• [Problem details] With the pictures left out, restate every entry word for word.

• [Exercise data]

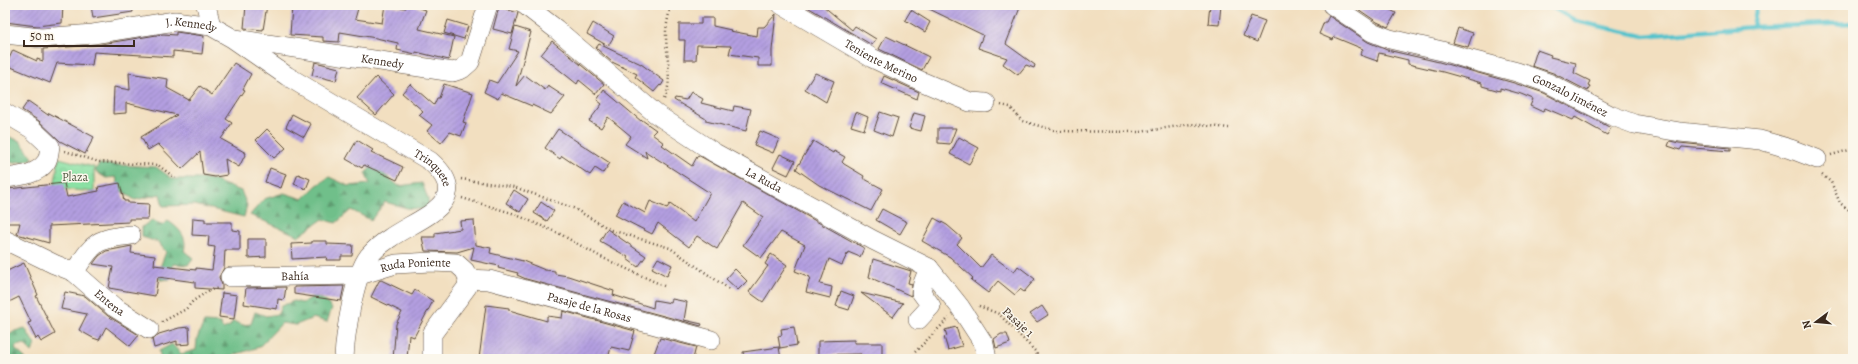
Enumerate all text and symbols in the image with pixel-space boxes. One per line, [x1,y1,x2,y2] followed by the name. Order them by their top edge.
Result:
[164,13,221,36] street label: J. Kennedy
[24,22,134,48] scale bar
[30,28,54,44] text: 50 m
[841,35,921,87] street label: Teniente Merino
[360,50,405,73] street label: Kennedy
[1530,70,1611,121] street label: Gonzalo Jiménez
[411,145,455,188] street label: Trinquete
[743,163,785,197] street label: La Ruda
[62,169,89,185] park label: Plaza
[378,254,451,276] street label: Ruda Poniente
[281,268,310,284] street label: Bahía
[91,285,128,320] street label: Entena
[546,288,633,326] street label: Pasaje de la Rosas
[1796,302,1836,342] north arrow
[999,303,1037,341] street label: Pasaje 1
[1799,319,1815,331] text: N

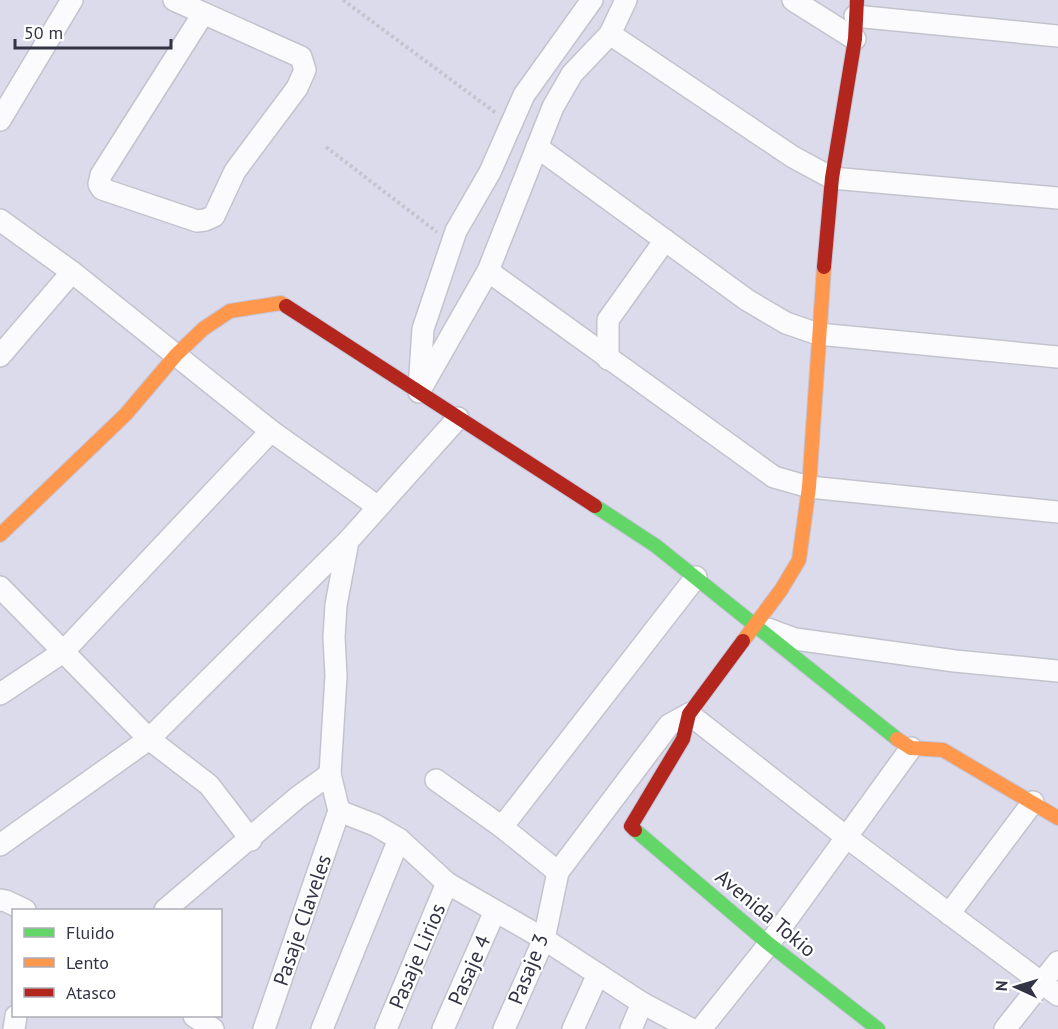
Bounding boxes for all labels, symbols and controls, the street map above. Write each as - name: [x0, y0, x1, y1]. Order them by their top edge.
- scale bar: [15, 12, 171, 50]
- text: 50 m: [24, 21, 63, 44]
- street label: Pasaje Claveles: [267, 851, 337, 989]
- street label: Avenida Tokio: [710, 863, 822, 963]
- street label: Pasaje Lirios: [383, 899, 451, 1013]
- legend: [12, 909, 222, 1017]
- text: Fluido: [66, 921, 114, 944]
- street label: Pasaje 3: [502, 930, 554, 1008]
- street label: Pasaje 4: [442, 931, 496, 1009]
- text: Lento: [66, 951, 109, 974]
- north arrow: [986, 957, 1046, 1017]
- text: N: [991, 980, 1011, 992]
- text: Atasco: [66, 981, 116, 1004]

• [Expected answer]
Enumerate all text and symbols in the image with pixel-space boxes. One per line, [x1,y1,x2,y2] followed by the name. Order them by their top edge.
Result:
[164,13,221,36] street label: J. Kennedy
[24,22,134,48] scale bar
[30,28,54,44] text: 50 m
[841,35,921,87] street label: Teniente Merino
[360,50,405,73] street label: Kennedy
[1530,70,1611,121] street label: Gonzalo Jiménez
[411,145,455,188] street label: Trinquete
[743,163,785,197] street label: La Ruda
[62,169,89,185] park label: Plaza
[378,254,451,276] street label: Ruda Poniente
[281,268,310,284] street label: Bahía
[91,285,128,320] street label: Entena
[546,288,633,326] street label: Pasaje de la Rosas
[1796,302,1836,342] north arrow
[999,303,1037,341] street label: Pasaje 1
[1799,319,1815,331] text: N

Bounding boxes for all labels, symbols and controls, the street map above. Write each as - name: [x0, y0, x1, y1]. Order them by their top edge.
- scale bar: [15, 12, 171, 50]
- text: 50 m: [24, 21, 63, 44]
- street label: Pasaje Claveles: [267, 851, 337, 989]
- street label: Avenida Tokio: [710, 863, 822, 963]
- street label: Pasaje Lirios: [383, 899, 451, 1013]
- legend: [12, 909, 222, 1017]
- text: Fluido: [66, 921, 114, 944]
- street label: Pasaje 3: [502, 930, 554, 1008]
- street label: Pasaje 4: [442, 931, 496, 1009]
- text: Lento: [66, 951, 109, 974]
- north arrow: [986, 957, 1046, 1017]
- text: N: [991, 980, 1011, 992]
- text: Atasco: [66, 981, 116, 1004]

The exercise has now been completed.